Data for analysis Block Start
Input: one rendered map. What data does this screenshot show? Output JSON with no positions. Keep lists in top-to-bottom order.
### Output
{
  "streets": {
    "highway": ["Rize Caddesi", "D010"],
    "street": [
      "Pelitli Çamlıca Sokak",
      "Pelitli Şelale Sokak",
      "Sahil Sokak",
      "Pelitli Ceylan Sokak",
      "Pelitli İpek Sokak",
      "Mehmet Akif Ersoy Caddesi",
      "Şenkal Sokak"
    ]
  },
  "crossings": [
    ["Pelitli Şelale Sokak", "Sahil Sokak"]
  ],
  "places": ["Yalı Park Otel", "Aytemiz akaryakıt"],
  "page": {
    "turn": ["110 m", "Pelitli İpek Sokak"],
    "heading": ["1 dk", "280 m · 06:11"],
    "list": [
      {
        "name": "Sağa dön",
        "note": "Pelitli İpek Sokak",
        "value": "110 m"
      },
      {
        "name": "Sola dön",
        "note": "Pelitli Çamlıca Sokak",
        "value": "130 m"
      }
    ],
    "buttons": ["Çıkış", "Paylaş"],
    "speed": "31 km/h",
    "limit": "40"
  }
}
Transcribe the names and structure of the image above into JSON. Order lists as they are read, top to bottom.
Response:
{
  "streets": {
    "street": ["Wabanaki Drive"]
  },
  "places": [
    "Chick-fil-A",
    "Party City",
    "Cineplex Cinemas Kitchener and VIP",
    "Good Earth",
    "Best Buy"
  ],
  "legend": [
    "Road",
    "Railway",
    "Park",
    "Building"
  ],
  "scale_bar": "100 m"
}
Data for analysis Block End
_Exercise instructions_
The answer must be the full listing, written out word for word.

_Solution below_
Input: one rendered map. What data does this screenshot show? Output JSON with no positions. Keep lists in top-to-bottom order.
### Output
{
  "streets": {
    "highway": ["Rize Caddesi", "D010"],
    "street": [
      "Pelitli Çamlıca Sokak",
      "Pelitli Şelale Sokak",
      "Sahil Sokak",
      "Pelitli Ceylan Sokak",
      "Pelitli İpek Sokak",
      "Mehmet Akif Ersoy Caddesi",
      "Şenkal Sokak"
    ]
  },
  "crossings": [
    ["Pelitli Şelale Sokak", "Sahil Sokak"]
  ],
  "places": ["Yalı Park Otel", "Aytemiz akaryakıt"],
  "page": {
    "turn": ["110 m", "Pelitli İpek Sokak"],
    "heading": ["1 dk", "280 m · 06:11"],
    "list": [
      {
        "name": "Sağa dön",
        "note": "Pelitli İpek Sokak",
        "value": "110 m"
      },
      {
        "name": "Sola dön",
        "note": "Pelitli Çamlıca Sokak",
        "value": "130 m"
      }
    ],
    "buttons": ["Çıkış", "Paylaş"],
    "speed": "31 km/h",
    "limit": "40"
  }
}
Transcribe the names and structure of the image above into JSON. Order lists as they are read, top to bottom.
Response:
{
  "streets": {
    "street": ["Wabanaki Drive"]
  },
  "places": [
    "Chick-fil-A",
    "Party City",
    "Cineplex Cinemas Kitchener and VIP",
    "Good Earth",
    "Best Buy"
  ],
  "legend": [
    "Road",
    "Railway",
    "Park",
    "Building"
  ],
  "scale_bar": "100 m"
}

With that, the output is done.